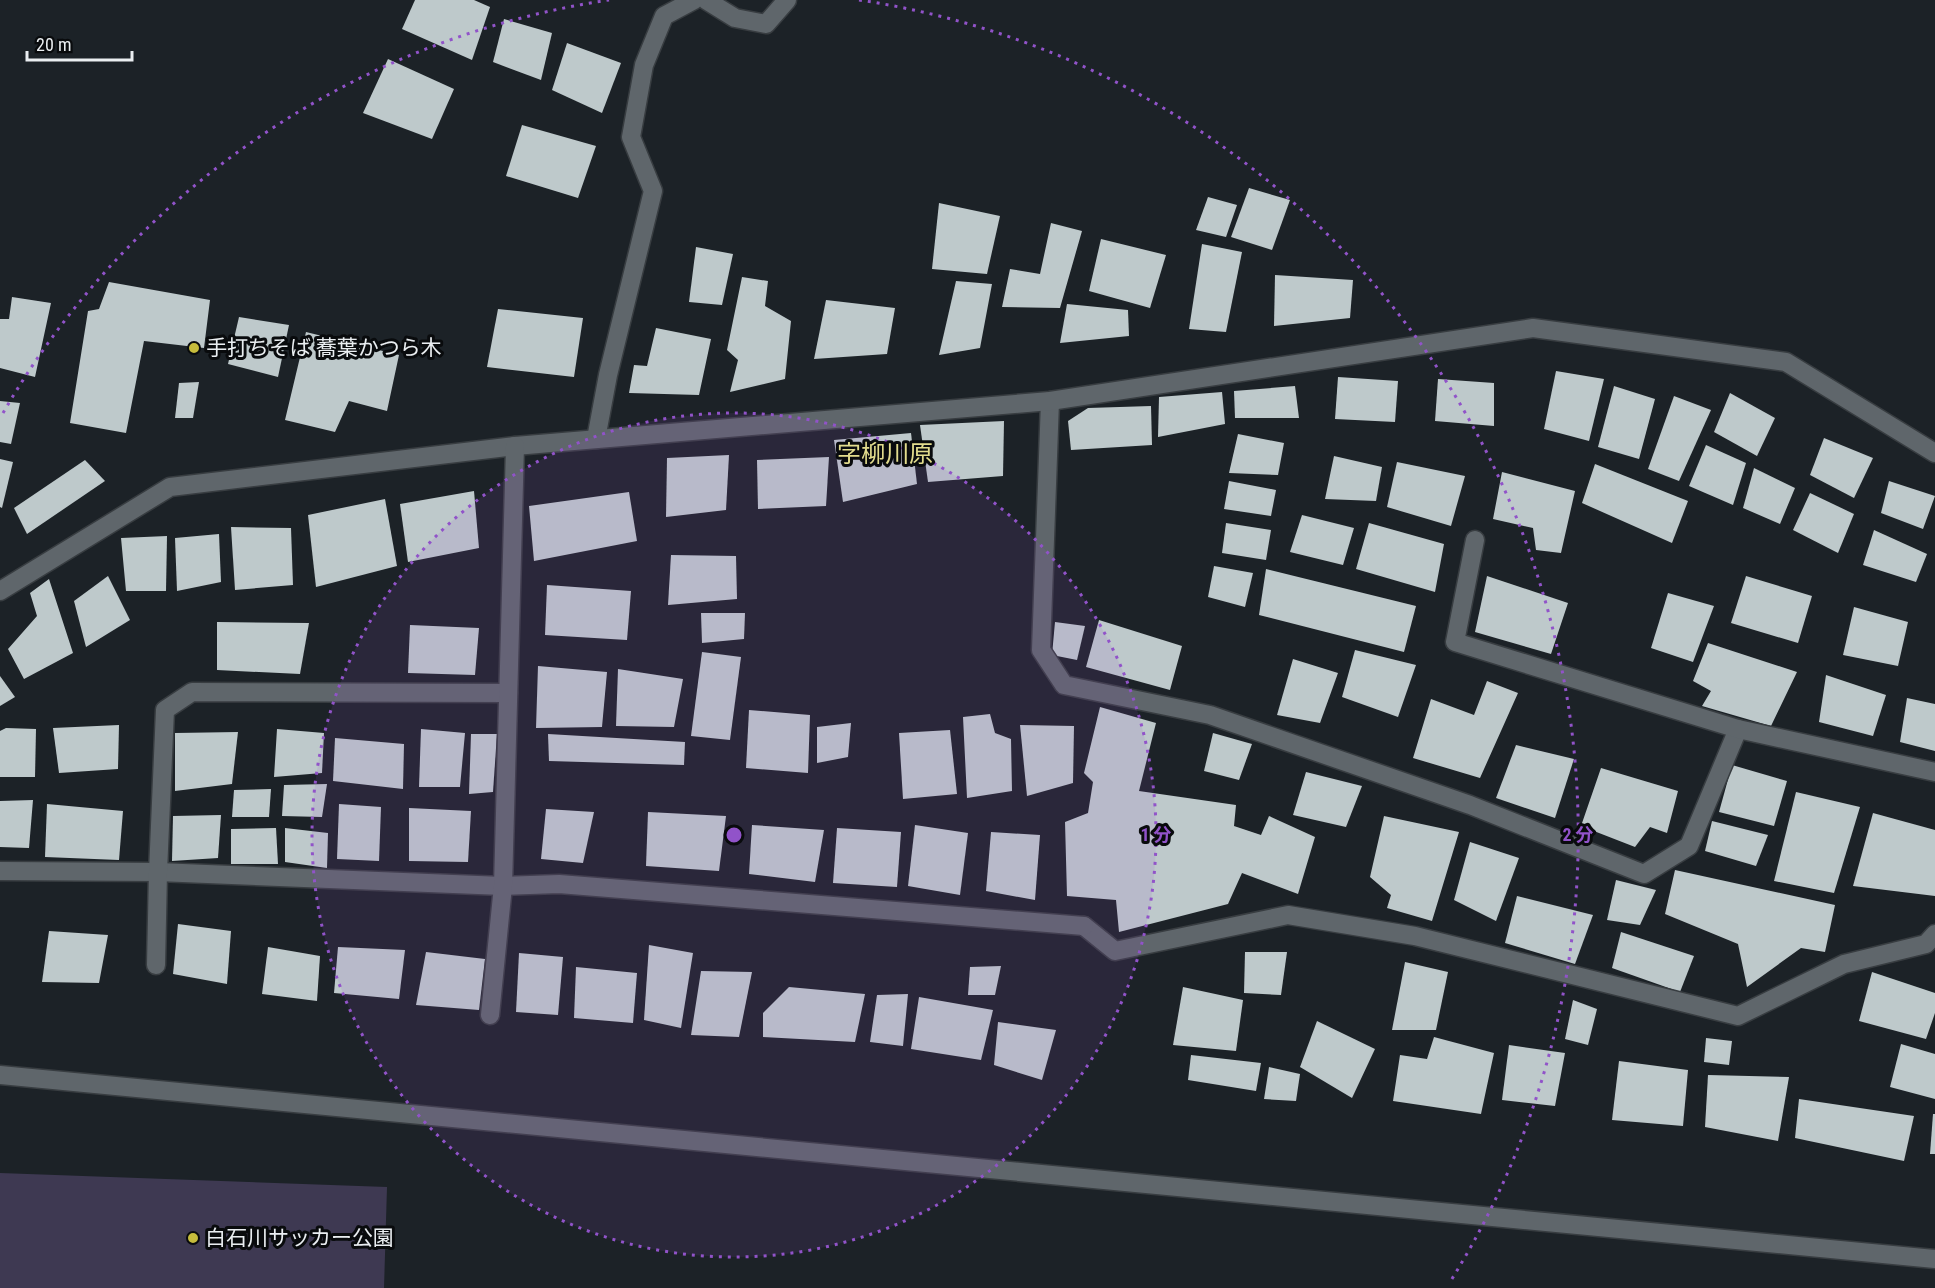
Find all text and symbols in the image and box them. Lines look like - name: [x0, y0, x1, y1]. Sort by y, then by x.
- scale bar: [27, 24, 132, 62]
- text: 20 m: [36, 34, 71, 55]
- place label: 手打ちそば 蕎葉かつら木: [206, 336, 442, 360]
- marker: 手打ちそば 蕎葉かつら木: [187, 341, 201, 355]
- district label: 字柳川原: [837, 440, 933, 468]
- text: 1 分: [1140, 824, 1172, 845]
- text: 2 分: [1562, 824, 1594, 845]
- centre of rings: [724, 825, 744, 845]
- place label: 白石川サッカー公園: [205, 1226, 394, 1250]
- marker: 白石川サッカー公園: [186, 1231, 200, 1245]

**Exercise objective:**
The reply must hold every line above exactly as written and none of the pictures.

**Expected answer:**
Find all text and symbols in the image and box them. Lines look like - name: [x0, y0, x1, y1]. Sort by y, then by x.
- scale bar: [27, 24, 132, 62]
- text: 20 m: [36, 34, 71, 55]
- place label: 手打ちそば 蕎葉かつら木: [206, 336, 442, 360]
- marker: 手打ちそば 蕎葉かつら木: [187, 341, 201, 355]
- district label: 字柳川原: [837, 440, 933, 468]
- text: 1 分: [1140, 824, 1172, 845]
- text: 2 分: [1562, 824, 1594, 845]
- centre of rings: [724, 825, 744, 845]
- place label: 白石川サッカー公園: [205, 1226, 394, 1250]
- marker: 白石川サッカー公園: [186, 1231, 200, 1245]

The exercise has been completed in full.